**About this exercise:** Take the data below and extract the lines from the one with "context.fillText(text, 0, 0);" to the one with "M56 222 75 232C93", inclusive, exactly as written.

**Data for review:**
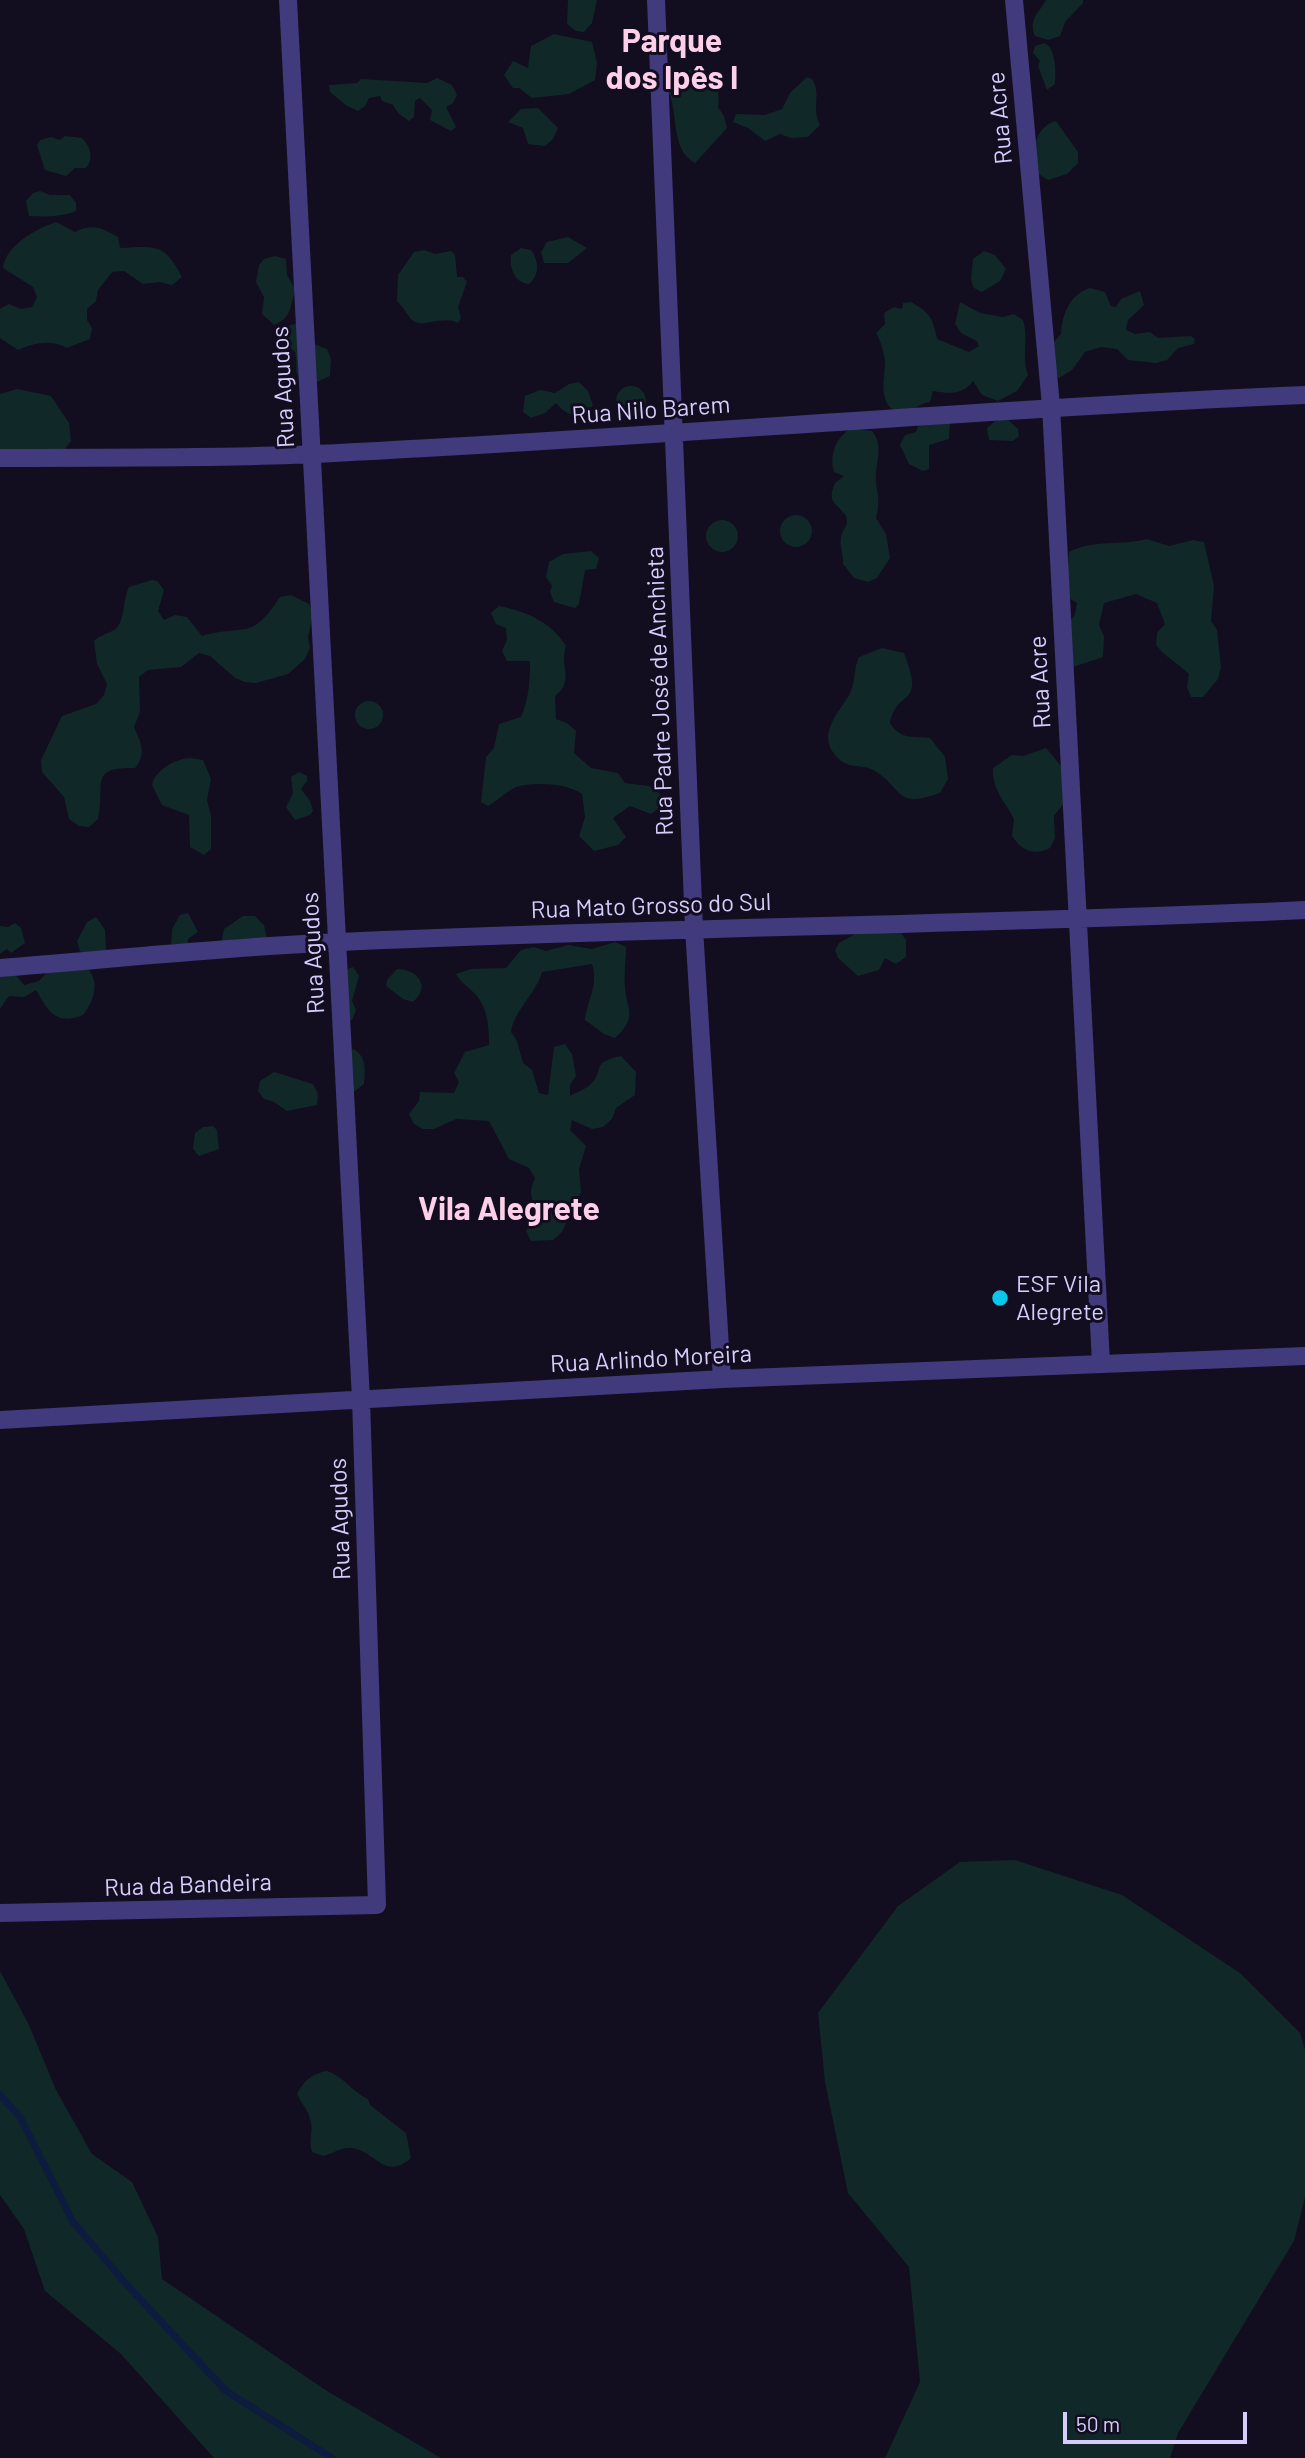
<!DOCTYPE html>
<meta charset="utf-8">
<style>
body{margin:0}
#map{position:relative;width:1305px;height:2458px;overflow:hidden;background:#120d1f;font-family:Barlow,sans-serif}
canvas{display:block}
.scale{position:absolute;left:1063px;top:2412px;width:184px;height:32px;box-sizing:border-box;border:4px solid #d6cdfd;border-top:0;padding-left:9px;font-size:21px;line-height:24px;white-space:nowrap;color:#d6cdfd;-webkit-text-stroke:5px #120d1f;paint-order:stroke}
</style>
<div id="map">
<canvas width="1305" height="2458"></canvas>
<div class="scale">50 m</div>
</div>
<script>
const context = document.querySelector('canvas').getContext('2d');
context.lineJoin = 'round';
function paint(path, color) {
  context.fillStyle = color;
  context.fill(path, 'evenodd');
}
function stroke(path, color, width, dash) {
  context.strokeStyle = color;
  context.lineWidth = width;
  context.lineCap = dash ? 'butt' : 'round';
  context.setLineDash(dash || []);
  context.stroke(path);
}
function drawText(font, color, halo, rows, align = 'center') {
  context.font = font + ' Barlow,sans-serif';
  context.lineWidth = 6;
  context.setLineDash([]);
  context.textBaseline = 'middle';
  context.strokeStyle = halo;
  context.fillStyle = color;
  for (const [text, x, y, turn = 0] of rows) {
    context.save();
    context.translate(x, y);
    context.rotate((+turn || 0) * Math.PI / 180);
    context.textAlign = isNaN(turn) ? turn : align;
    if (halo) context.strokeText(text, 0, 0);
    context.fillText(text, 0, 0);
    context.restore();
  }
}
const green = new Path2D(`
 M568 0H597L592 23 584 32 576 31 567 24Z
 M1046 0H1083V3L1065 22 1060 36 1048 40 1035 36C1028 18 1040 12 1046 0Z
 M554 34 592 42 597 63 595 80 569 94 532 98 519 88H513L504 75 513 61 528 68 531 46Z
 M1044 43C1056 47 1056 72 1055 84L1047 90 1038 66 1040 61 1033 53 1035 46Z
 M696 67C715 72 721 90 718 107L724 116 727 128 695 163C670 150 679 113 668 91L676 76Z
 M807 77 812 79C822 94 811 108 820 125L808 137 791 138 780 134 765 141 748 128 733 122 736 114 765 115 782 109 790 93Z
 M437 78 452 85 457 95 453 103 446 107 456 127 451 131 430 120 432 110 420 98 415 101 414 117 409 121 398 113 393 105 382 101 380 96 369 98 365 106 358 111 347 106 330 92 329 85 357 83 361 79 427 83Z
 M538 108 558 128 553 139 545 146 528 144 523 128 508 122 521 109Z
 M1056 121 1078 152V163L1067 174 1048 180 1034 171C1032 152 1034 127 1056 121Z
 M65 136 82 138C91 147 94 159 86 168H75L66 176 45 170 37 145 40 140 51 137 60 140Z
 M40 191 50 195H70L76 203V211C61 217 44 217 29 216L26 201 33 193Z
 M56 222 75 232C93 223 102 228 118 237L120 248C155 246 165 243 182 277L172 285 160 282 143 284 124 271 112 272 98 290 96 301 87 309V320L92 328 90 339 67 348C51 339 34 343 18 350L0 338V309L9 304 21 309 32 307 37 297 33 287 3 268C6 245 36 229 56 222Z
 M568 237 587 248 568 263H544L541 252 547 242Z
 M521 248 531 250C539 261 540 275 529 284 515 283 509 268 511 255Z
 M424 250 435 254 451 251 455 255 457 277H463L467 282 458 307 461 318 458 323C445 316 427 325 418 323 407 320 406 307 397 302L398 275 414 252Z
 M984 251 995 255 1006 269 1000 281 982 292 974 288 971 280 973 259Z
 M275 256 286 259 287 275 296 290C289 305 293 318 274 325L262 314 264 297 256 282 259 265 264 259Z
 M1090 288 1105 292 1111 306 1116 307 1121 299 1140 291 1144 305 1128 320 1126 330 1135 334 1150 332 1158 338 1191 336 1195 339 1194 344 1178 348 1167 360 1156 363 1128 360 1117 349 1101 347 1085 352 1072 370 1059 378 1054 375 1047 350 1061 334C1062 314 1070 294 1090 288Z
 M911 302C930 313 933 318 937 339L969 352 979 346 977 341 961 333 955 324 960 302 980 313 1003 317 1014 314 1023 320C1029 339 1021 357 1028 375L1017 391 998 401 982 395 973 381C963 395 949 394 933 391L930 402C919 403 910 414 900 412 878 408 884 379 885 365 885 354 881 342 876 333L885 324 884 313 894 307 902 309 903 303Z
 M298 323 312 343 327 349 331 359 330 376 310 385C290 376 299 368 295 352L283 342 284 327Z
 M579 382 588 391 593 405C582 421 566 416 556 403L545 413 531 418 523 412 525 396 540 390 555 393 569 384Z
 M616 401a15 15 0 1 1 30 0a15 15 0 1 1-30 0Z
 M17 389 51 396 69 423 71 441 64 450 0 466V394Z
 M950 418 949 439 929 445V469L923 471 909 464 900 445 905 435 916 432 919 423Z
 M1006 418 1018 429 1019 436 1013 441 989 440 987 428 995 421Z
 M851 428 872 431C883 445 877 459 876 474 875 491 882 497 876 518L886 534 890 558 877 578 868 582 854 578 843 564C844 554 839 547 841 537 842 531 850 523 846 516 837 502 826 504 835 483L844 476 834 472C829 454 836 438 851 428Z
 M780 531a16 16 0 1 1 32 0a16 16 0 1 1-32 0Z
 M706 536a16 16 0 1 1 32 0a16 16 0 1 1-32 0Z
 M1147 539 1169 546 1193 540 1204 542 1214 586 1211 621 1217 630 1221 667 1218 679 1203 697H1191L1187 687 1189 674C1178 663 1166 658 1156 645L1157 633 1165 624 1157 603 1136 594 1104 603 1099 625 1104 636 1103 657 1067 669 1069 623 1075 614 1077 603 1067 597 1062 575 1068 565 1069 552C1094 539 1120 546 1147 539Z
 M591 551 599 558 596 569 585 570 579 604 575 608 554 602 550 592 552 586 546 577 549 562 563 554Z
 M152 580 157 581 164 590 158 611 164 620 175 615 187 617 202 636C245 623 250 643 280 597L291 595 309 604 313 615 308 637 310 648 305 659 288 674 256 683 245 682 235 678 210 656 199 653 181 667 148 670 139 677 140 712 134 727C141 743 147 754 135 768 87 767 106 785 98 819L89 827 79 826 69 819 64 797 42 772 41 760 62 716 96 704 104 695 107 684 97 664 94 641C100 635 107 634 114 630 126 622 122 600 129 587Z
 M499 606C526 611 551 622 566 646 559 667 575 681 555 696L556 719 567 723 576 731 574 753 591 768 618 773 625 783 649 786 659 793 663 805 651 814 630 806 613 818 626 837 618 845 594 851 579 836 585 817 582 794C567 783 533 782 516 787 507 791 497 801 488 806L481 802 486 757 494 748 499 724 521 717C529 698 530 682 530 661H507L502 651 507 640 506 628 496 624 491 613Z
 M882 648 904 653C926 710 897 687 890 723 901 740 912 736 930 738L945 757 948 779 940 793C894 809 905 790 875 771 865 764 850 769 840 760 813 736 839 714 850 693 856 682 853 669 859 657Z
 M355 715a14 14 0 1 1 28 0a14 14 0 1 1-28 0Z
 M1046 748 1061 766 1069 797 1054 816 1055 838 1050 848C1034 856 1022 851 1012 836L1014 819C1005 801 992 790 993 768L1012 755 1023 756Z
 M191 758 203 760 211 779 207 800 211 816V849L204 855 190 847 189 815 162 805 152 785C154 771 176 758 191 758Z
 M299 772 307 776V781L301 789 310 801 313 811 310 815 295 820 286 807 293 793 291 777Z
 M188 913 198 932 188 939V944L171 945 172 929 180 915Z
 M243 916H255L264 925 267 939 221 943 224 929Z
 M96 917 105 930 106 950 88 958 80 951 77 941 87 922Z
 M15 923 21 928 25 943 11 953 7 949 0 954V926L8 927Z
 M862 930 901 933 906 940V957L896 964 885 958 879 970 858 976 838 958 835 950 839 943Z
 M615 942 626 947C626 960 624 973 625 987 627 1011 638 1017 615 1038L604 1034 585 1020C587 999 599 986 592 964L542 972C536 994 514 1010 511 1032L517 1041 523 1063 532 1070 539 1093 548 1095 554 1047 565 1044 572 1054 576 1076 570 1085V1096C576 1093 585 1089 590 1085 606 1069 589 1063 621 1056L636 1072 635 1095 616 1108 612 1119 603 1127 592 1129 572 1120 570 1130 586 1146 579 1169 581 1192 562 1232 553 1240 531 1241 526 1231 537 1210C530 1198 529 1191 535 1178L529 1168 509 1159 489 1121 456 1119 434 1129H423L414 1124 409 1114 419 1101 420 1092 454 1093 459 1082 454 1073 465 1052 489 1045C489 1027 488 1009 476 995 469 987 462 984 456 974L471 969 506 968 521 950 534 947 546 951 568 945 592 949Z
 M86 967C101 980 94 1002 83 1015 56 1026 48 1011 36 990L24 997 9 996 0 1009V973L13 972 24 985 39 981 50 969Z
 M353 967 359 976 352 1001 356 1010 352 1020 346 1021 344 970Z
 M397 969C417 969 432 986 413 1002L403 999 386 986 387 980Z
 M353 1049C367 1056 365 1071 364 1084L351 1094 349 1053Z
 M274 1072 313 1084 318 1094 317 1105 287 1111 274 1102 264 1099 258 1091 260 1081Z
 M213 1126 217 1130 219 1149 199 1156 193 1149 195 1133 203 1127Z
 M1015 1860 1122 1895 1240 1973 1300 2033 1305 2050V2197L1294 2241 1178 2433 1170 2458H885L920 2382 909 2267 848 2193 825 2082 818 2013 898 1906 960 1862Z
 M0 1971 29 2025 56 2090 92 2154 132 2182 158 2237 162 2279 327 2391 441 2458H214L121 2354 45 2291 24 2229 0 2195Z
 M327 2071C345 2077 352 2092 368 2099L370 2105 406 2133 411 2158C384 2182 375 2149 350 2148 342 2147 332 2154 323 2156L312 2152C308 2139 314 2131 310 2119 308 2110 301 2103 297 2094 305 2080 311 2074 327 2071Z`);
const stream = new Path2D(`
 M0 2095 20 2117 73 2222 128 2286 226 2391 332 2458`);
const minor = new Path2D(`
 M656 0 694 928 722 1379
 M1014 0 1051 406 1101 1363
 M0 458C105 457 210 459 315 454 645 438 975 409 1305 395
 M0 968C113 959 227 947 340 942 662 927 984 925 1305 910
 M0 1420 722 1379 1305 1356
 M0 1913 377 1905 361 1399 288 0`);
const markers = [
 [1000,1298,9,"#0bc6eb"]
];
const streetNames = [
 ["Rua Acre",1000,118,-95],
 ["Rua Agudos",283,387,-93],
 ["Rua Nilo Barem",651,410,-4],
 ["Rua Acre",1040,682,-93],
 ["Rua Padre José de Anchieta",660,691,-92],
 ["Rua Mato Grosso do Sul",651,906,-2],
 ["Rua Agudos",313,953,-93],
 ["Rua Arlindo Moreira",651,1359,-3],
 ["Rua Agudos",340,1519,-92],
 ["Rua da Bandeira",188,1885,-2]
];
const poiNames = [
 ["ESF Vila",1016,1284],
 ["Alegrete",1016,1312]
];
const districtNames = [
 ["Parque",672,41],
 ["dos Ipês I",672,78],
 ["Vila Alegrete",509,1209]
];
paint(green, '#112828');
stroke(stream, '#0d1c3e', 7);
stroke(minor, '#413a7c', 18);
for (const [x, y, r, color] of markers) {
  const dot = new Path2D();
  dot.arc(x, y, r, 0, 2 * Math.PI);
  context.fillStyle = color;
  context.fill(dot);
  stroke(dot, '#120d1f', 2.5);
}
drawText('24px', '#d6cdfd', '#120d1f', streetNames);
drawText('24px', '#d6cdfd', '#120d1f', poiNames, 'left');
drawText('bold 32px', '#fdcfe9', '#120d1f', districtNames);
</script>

**Solution for this problem:**
    context.fillText(text, 0, 0);
    context.restore();
  }
}
const green = new Path2D(`
 M568 0H597L592 23 584 32 576 31 567 24Z
 M1046 0H1083V3L1065 22 1060 36 1048 40 1035 36C1028 18 1040 12 1046 0Z
 M554 34 592 42 597 63 595 80 569 94 532 98 519 88H513L504 75 513 61 528 68 531 46Z
 M1044 43C1056 47 1056 72 1055 84L1047 90 1038 66 1040 61 1033 53 1035 46Z
 M696 67C715 72 721 90 718 107L724 116 727 128 695 163C670 150 679 113 668 91L676 76Z
 M807 77 812 79C822 94 811 108 820 125L808 137 791 138 780 134 765 141 748 128 733 122 736 114 765 115 782 109 790 93Z
 M437 78 452 85 457 95 453 103 446 107 456 127 451 131 430 120 432 110 420 98 415 101 414 117 409 121 398 113 393 105 382 101 380 96 369 98 365 106 358 111 347 106 330 92 329 85 357 83 361 79 427 83Z
 M538 108 558 128 553 139 545 146 528 144 523 128 508 122 521 109Z
 M1056 121 1078 152V163L1067 174 1048 180 1034 171C1032 152 1034 127 1056 121Z
 M65 136 82 138C91 147 94 159 86 168H75L66 176 45 170 37 145 40 140 51 137 60 140Z
 M40 191 50 195H70L76 203V211C61 217 44 217 29 216L26 201 33 193Z
 M56 222 75 232C93 223 102 228 118 237L120 248C155 246 165 243 182 277L172 285 160 282 143 284 124 271 112 272 98 290 96 301 87 309V320L92 328 90 339 67 348C51 339 34 343 18 350L0 338V309L9 304 21 309 32 307 37 297 33 287 3 268C6 245 36 229 56 222Z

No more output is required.